The minister for Levelling Up, Housing and Communities, Michael Gove, has written to the residential property developer industry setting out the government’s approach to building safety.
In a letter intended to resolve the cladding crisis, he offers a window of opportunity to the industry to work with his department in negotiating a settlement that will fund the removal of unsafe cladding from residential developments that are 11m in height or more.
Government commitment
Michael Gove has “guaranteed that no leaseholder living in their own flat will have to pay a penny to fix unsafe cladding.”
In a statement to parliament in January 2022, he said: “More than four years after the Grenfell Tower tragedy, the system is broken. Leaseholders are trapped, unable to sell their homes and facing vast bills.
“But the developers and cladding companies who caused the problem are dodging accountability and have made vast profits during the pandemic whilst hard working families have struggled.

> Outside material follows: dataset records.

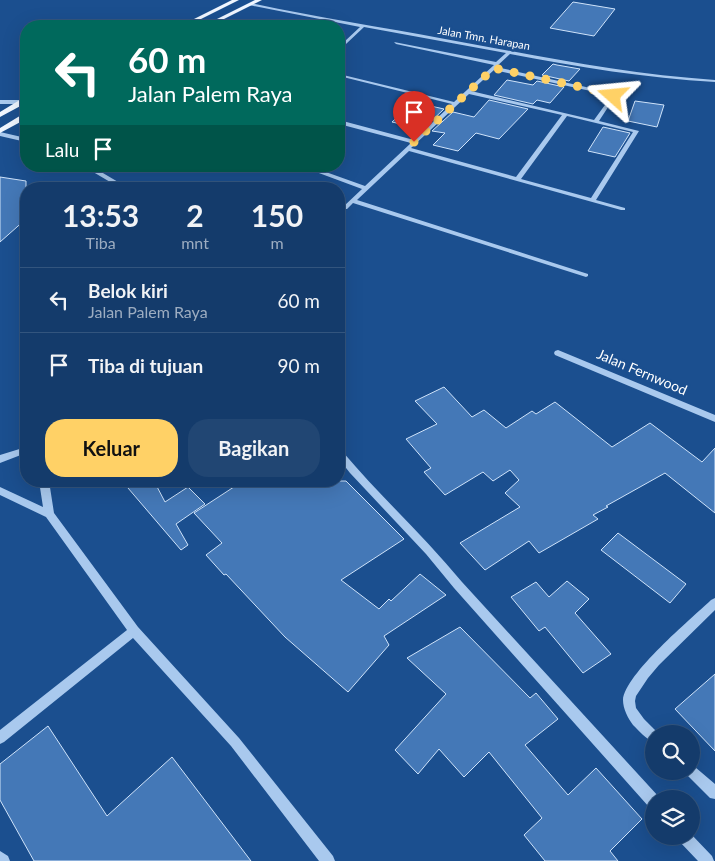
<!DOCTYPE html>
<html lang="id">
<style>
:root{--surface:#143b6b;--page:#214673;--text:#f1f3f6;--muted:#9dadc1;--line:#33557e;--accent:#ffd166}
body{margin:0;font-family:Lato,sans-serif;background:var(--page);color:var(--text);height:100vh;display:flex;flex-direction:column;font-size:19px;white-space:nowrap}
*{box-sizing:border-box;margin:0}
p{font-size:16px;color:var(--muted)}
.icon{flex:none;width:28px;height:28px;fill:none;stroke:currentColor;stroke-width:2;stroke-linecap:round;stroke-linejoin:round}
.map{position:relative;flex:1;overflow:hidden}
.panel{position:absolute;left:20px;top:182px;width:325px;height:305px;display:flex;flex-direction:column;background:var(--surface);border-radius:20px;box-shadow:0 5px 20px #0002,0 0 0 1px var(--line)}
.panel>*{flex:none}
.guide{position:absolute;left:20px;top:20px;width:325px;height:152px;border-radius:20px;box-shadow:0 5px 20px #0002,0 0 0 1px var(--line);background:#00695c;color:#fff;overflow:hidden}
.controls{position:absolute;left:645px;top:725px;display:grid;gap:10px}
.controls a{display:grid;place-items:center;width:55px;height:55px;border-radius:50%;background:var(--surface);box-shadow:0 5px 20px #0002,0 0 0 1px var(--line);font-size:25px}
.pin{position:absolute;display:grid;place-items:center;width:42px;height:42px;color:#fff;margin:-51px -21px;border-radius:50% 50% 50% 0;rotate:-45deg;box-shadow:0 0 5px #0007}
.pin .icon{rotate:45deg}
.me{position:absolute;width:55px;margin:-28px;rotate:288deg;stroke-linejoin:round;filter:drop-shadow(0 0 4px #0008)}
.turn{display:flex;align-items:center;gap:18px;height:105px;padding:0 25px;font-size:22px}
.turn .icon{width:65px;height:65px;stroke-width:2.5}
.turn b{display:block;font-size:35px;line-height:42px}
.then{display:flex;align-items:center;height:48px;padding:0 25px;background:#0003;gap:10px;font-size:19px}
.eta{display:flex;justify-content:space-evenly;align-items:center;height:85px;text-align:center}
.eta b{font-size:30px;font-weight:700;line-height:35px}
.primary-button{display:flex;gap:10px;margin-top:auto;padding:10px 25px}
.primary-button a{flex:1;height:58px;border-radius:20px;background:var(--accent);color:#111;font-size:20px;font-weight:700;line-height:58px;text-align:center}
.primary-button a+a{background:var(--page);color:var(--text)}
ul{padding:0;list-style:none}
li{display:flex;align-items:center;gap:15px;height:65px;padding:0 25px;border-top:1px solid var(--line)}
li div{flex:1}
li b{display:block;font-size:19px}
li em{font-style:normal}
.map>svg:first-child{display:block}
.building{fill:#4478b7;stroke:#cfe3fa}
.lines{fill:none;stroke-linecap:round;stroke-linejoin:round}
.minor{fill:#a9c9ee;fill-rule:evenodd}
.major{fill:#f0f6ff;fill-rule:evenodd}
.route{stroke:#ffd166;stroke-width:9;stroke-dasharray:0 16.2}
.labels{text-anchor:middle;stroke-width:5;stroke-linejoin:round;paint-order:stroke}
.far-street-label{font-size:11px;fill:#fff;stroke:#1b4f8f}
.street-label{font-size:14px;fill:#fff;stroke:#1b4f8f}
</style>
<div class="map">
<svg width="715" height="861" viewBox="0 0 715 861">
<rect width="100%" height="100%" fill="#1b4f8f"/>
<!-- building -->
<path class="building" d="M573 2 615 9 594 36 550 28Z
M553 64 557 65 580 69 569 81 542 75Z
M507 80 533 85 537 81 564 87 550 103 537 100 533 104 494 95Z
M489 100 528 109 499 139 476 133 458 151 433 145 445 133 432 131 453 112 474 117Z
M635 101 664 105 657 127 628 121Z
M413 102 444 109 423 129 392 122Z
M603 127 630 133 615 157 588 151Z
M0 177 26 181V219L0 242Z
M444 387 472 417 484 410 506 428 532 411 536 414 555 402 612 447 650 423 702 462 715 448V513L665 473 606 506 608 507 593 515 598 519 539 553 529 541 485 570 460 543 520 507 505 493 519 480 510 470 493 481 483 472 445 495 424 472 431 468 406 439 437 424 415 401Z
M122 481H154L165 502 188 487 205 504 176 524 188 545 181 550Z
M243 481H346L404 539 341 580 379 609 389 599 391 601 420 574 446 595 384 636 389 645 348 692 285 637 226 574 224 575 206 555 222 543 194 513Z
M618 533 686 584 670 603 601 550Z
M567 581 589 599 575 613 611 654 583 673 545 627 539 631 511 597 536 582 549 597Z
M460 627 530 698 536 693 558 719 525 745 568 795 596 768 642 819 610 851 618 861H545L524 835 542 818 489 752 464 777 439 749 418 774 395 750 446 694 407 658Z
M715 674V751L675 709Z
M48 726 107 816 172 757 251 861H34L0 800V764Z"/>
<g class="lines">
<!-- minor -->
<path class="minor" d="M250 3C315 17 380 27 445 39 534 55 623 74 715 80V82C646 78 578 67 510 54L496 67 613 93 614 98 599 121 639 131 596 200 625 208V210H621L409 151 357 200 588 274V276L586 277 353 203 347 209H343V207L362 189 300 166H309L365 186 411 143 339 124V120L414 140 452 104 339 76V74L454 102 494 65 396 44 394 42 496 62 506 53 364 27 346 44 344 42 360 27 249 5ZM494 70 609 95 610 98 594 120 471 91ZM469 94 562 115 516 177 411 148ZM567 116 633 132 591 198 521 179Z
M0 100H22L25 102 22 104H0Z
M0 132 26 138V142L0 136Z
M83 166H91L130 189H122Z
M558 350 715 415V422L555 355 554 353 555 351Z
M26 447V453L0 463V455Z
M339 450 342 451C380 496 424 536 462 582L659 797V799H654V808L649 807 454 588 426 554 350 473 339 459Z
M39 481H49L54 513 138 627 239 738 333 856 335 861H319L231 746 133 638 4 742 0 744V730L127 630 46 517 0 495V487L43 507Z
M715 598V610L659 665 648 678 636 696 635 701 636 708 644 719 659 734H654V742C646 739 639 731 633 725 628 718 623 709 623 700 625 674 691 619 711 600Z
M691 765 695 767 715 784V799L710 798 687 775 685 771H691Z
M691 834 712 856 714 861H698L679 841 677 836H691Z
M0 851 8 856 10 861H0Z"/>
<!-- major -->
<path class="major" d="M232 0H239L187 26H180Z
M255 0H262L210 26H203Z
M23 98H26V103L0 117V112Z
M23 114H26V119L0 133V128Z"/>
</g>
<g class="lines">
<!-- route -->
<path class="route" d="M414 142 494 68 608 93 613 96"/>
</g>
<g class="labels">
<!-- far-street labels -->
<g class="far-street-label">
<text transform="translate(484 38) rotate(10)" y="4">Jalan Tmn. Harapan</text>
</g>
<!-- street labels -->
<g class="street-label">
<text transform="translate(642 372) rotate(23)" y="5">Jalan Fernwood</text>
</g>
</g>
</svg>
<div class="controls">
<a><svg class="icon" aria-label="search" viewBox="0 0 24 24"><circle cx="10" cy="10" r="6"/><path d="M15 15l6 6"/></svg></a>
<a><svg class="icon" aria-label="layers" viewBox="0 0 24 24"><path d="M12 4l9 5-9 5-9-5zM3 14l9 5 9-5"/></svg></a>
</div>
<div class="pin" style="left:414px;top:142px;background:#d93025"><svg class="icon" aria-label="arrive" viewBox="0 0 24 24"><path d="M6 21V4h12l-3 4 3 4H6"/></svg></div>
<svg class="me" style="left:613px;top:96px" viewBox="-20 -20 40 40"><path d="M0-17L14 15 0 8-14 15z" fill="#ffd166" stroke="#fff" stroke-width="4"/></svg>
<div class="guide">
<div class="turn"><svg class="icon" aria-label="left" viewBox="0 0 24 24"><path d="M17 20v-9H6M10 6l-5 5 5 5"/></svg><div><b>60 m</b>Jalan Palem Raya</div></div>
<div class="then">Lalu<svg class="icon" aria-label="arrive" viewBox="0 0 24 24"><path d="M6 21V4h12l-3 4 3 4H6"/></svg></div>
</div>
<section class="panel">
<div class="eta">
<div><b>13:53</b><p>Tiba</p></div>
<div><b>2</b><p>mnt</p></div>
<div><b>150</b><p>m</p></div>
</div>
<ul>
<li><svg class="icon" aria-label="left" viewBox="0 0 24 24"><path d="M17 20v-9H6M10 6l-5 5 5 5"/></svg><div><b>Belok kiri</b><p>Jalan Palem Raya</p></div><em>60 m</em></li>
<li><svg class="icon" aria-label="arrive" viewBox="0 0 24 24"><path d="M6 21V4h12l-3 4 3 4H6"/></svg><div><b>Tiba di tujuan</b></div><em>90 m</em></li>
</ul>
<div class="primary-button"><a>Keluar</a><a>Bagikan</a></div>
</section>
</div>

“From today, we are bringing this scandal to an end – protecting leaseholders and making industry pay. We will scrap proposals for loans and long-term debt for leaseholders in medium-rise buildings and give a guarantee that no leaseholder living in their own flat will pay a penny to fix dangerous cladding.”
The government plans set out four main points intended to resolve the crisis:
- Removing unsafe cladding with funding from the Building Safety Fund
- Putting together a team to bring action against those at fault, requiring them to remedy defective builds, with the consequence of commercial sanctions if they do not
- Indemnifying building assessors from being sued, aimed at the practice of too many buildings being declared unsafe
- Protecting leaseholders from bills for replacing unsafe cladding
Industry obligations
In his letter to the industry, he addresses the input needed from developers and sets out the basis on which they are expected to negotiate. If they fail to put an agreement in place by March, the government will impose legislation requiring industry to fund remedial action.

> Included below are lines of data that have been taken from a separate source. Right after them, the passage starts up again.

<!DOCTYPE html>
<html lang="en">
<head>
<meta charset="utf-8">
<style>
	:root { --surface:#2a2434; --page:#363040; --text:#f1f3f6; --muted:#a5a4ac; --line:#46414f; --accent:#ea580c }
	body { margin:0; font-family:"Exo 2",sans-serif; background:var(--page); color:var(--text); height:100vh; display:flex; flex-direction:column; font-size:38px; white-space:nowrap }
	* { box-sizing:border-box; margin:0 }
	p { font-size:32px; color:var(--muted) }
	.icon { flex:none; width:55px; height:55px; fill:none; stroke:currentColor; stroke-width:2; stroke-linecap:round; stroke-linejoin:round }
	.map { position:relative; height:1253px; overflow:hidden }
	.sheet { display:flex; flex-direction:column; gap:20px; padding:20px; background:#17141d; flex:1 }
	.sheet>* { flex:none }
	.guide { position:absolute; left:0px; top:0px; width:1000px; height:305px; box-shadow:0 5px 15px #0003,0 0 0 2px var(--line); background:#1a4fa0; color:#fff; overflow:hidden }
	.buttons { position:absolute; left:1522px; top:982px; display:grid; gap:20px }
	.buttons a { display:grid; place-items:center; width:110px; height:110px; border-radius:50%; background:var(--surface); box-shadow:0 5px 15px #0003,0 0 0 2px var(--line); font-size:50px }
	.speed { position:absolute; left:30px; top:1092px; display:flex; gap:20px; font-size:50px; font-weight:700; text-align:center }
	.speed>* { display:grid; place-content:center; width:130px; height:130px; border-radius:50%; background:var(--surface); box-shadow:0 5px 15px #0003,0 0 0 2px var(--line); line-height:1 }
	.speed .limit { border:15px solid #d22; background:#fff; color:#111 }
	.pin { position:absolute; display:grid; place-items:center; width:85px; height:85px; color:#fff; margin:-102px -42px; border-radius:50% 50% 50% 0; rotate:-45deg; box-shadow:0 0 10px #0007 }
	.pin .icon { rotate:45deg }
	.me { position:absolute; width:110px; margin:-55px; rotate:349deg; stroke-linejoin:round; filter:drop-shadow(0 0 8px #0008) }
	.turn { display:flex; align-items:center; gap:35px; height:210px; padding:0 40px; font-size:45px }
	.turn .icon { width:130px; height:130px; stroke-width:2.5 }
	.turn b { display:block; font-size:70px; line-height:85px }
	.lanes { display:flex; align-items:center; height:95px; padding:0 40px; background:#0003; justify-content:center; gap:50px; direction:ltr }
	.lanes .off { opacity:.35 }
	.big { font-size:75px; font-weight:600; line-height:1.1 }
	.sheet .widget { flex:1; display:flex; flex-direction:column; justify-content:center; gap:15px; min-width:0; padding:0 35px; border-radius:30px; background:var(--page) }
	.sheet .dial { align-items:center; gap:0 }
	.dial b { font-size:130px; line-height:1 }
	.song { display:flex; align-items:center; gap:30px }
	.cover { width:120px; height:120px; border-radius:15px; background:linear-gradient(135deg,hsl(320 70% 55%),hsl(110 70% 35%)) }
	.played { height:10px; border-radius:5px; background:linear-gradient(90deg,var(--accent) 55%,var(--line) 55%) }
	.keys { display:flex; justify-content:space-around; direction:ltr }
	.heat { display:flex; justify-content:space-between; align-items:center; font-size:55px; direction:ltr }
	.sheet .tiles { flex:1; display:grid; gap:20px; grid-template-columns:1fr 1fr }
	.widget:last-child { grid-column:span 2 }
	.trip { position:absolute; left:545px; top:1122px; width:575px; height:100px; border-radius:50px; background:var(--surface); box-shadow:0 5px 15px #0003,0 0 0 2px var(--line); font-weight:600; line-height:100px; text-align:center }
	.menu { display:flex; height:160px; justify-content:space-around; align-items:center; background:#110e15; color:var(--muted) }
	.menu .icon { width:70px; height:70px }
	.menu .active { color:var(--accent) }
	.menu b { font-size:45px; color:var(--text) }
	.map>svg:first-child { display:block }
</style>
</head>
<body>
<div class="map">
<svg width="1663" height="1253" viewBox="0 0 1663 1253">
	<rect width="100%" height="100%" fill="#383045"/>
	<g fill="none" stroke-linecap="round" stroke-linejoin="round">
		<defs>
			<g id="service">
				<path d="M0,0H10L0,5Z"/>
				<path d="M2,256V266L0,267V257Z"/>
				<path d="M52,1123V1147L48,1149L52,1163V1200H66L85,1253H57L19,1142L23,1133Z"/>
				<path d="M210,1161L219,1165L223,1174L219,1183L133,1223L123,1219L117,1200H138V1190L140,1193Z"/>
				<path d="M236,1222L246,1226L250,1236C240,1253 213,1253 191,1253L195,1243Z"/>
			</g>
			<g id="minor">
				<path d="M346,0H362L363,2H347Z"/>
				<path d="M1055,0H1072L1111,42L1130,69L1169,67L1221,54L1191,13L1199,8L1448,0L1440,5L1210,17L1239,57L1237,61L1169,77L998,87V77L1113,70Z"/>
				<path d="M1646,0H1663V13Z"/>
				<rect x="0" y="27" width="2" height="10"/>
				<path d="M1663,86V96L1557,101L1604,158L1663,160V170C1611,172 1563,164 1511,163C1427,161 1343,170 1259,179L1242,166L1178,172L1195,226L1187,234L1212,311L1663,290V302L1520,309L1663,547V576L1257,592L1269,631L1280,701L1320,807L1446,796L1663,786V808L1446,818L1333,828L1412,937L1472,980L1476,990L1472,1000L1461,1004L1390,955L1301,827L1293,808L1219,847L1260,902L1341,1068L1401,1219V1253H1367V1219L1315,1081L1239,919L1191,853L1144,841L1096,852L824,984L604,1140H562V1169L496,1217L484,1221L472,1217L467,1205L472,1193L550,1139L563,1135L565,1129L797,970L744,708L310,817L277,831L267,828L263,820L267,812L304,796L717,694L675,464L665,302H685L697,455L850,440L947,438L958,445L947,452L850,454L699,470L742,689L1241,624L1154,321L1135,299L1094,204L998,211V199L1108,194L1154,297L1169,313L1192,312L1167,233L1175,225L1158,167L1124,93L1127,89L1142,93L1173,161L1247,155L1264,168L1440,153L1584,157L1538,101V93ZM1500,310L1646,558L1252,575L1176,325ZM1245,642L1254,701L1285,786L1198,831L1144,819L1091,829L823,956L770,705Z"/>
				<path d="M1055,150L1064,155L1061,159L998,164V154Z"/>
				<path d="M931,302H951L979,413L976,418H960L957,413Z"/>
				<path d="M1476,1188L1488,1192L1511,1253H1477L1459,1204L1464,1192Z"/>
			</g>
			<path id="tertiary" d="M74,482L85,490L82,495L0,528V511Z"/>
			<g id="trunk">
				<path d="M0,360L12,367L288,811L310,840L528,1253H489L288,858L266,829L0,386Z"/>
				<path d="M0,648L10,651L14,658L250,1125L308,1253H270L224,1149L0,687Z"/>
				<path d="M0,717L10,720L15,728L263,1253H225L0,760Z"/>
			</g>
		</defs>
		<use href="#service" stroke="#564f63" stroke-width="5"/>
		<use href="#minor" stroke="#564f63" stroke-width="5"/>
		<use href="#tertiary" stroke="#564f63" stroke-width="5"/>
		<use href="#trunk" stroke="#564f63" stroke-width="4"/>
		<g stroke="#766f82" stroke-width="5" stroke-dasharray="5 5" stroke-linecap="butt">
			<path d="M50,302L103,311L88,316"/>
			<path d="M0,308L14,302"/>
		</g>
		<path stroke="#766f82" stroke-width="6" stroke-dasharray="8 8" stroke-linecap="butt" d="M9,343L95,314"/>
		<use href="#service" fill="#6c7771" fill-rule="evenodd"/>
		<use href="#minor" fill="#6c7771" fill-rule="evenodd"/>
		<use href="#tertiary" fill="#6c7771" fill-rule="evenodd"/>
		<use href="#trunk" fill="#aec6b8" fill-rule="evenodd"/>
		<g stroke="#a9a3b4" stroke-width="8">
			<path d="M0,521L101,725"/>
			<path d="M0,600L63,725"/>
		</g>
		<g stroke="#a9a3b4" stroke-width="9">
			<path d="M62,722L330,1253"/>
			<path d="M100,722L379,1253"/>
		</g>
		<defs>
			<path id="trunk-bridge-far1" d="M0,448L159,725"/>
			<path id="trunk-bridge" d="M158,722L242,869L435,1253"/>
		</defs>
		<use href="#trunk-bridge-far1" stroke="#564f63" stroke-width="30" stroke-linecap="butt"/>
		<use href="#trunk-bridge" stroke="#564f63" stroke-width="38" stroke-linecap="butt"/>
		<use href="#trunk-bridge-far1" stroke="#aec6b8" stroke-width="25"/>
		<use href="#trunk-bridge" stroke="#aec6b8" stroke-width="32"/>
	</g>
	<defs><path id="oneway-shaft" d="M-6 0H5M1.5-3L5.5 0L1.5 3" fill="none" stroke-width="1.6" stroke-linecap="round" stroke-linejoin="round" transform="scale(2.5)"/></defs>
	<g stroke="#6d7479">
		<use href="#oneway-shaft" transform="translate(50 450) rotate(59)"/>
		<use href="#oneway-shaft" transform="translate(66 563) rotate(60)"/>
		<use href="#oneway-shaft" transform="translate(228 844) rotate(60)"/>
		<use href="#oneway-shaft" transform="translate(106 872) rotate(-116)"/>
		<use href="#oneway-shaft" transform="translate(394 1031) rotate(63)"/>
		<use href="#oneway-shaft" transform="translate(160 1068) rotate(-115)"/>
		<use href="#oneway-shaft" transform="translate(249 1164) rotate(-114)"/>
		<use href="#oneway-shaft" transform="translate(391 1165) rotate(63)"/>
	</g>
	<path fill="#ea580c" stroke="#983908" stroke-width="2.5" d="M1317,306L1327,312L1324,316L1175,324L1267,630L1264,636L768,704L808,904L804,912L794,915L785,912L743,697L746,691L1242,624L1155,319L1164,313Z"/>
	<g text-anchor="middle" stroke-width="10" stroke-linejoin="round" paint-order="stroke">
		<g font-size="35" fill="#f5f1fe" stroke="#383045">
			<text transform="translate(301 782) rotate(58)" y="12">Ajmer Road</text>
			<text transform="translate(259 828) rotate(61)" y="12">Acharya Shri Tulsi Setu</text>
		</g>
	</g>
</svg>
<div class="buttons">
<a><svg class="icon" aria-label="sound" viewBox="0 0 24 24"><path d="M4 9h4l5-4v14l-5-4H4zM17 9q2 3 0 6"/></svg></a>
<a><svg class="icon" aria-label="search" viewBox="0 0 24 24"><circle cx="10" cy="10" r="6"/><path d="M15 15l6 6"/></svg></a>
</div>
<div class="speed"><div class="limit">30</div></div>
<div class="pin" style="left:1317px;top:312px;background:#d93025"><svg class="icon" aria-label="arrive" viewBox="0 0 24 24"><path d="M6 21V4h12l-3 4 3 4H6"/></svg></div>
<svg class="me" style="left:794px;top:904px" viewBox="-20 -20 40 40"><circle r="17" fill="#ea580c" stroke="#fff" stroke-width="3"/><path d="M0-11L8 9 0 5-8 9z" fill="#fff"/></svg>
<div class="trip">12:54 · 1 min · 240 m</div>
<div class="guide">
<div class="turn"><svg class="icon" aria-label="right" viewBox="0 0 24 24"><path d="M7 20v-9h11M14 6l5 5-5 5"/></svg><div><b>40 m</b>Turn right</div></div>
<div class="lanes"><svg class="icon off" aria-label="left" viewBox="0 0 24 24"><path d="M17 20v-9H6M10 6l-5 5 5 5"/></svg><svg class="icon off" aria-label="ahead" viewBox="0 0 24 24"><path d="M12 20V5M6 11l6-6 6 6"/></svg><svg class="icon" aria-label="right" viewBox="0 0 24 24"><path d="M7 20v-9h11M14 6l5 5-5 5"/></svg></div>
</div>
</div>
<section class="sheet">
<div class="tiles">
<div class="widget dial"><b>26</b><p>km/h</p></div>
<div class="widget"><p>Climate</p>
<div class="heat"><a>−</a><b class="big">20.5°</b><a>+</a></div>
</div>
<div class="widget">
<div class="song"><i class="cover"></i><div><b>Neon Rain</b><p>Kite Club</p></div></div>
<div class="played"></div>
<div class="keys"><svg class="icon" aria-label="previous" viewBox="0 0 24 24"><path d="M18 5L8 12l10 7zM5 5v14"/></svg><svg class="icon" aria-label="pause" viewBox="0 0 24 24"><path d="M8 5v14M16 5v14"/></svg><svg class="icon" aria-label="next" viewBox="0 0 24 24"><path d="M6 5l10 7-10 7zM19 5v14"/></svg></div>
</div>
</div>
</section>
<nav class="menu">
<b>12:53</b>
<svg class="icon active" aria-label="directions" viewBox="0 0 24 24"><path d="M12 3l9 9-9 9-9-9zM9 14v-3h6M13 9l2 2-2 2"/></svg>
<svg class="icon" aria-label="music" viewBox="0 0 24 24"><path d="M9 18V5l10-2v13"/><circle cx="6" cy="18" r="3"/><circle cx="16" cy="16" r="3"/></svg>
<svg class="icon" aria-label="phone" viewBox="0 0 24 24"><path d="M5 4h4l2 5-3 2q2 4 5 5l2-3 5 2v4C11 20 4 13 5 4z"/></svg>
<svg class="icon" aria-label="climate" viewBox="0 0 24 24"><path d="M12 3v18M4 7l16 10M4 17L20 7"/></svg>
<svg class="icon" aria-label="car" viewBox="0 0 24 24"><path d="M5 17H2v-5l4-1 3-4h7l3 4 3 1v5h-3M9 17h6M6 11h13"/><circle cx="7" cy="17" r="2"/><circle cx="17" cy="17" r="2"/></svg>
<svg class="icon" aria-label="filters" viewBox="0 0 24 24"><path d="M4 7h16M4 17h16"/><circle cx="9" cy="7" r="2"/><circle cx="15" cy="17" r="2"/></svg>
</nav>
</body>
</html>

It is suggested that developers make clear commitments as follows:
- To make financial contributions each year to a fund that will cover the full costs of remedying unsafe cladding on buildings of 11-18m in height
- Funding and carrying all necessary works on buildings of over 11m that developers have had a hand in developing
- Providing information on all buildings of over 11m in which developers have been involved in constructing over the past 30 years and where there have been historic fire-safety defects.
Interim measures
The government has also put new funding in place to replace expensive Waking Watch patrols, partly funded by leaseholders, with fire alarm systems for buildings of 11-18m in height, which are not currently protected in this way.
The Waking Watch system, where trained individuals continually patrol at-risk buildings, had been criticised as being both expensive and misused by developers.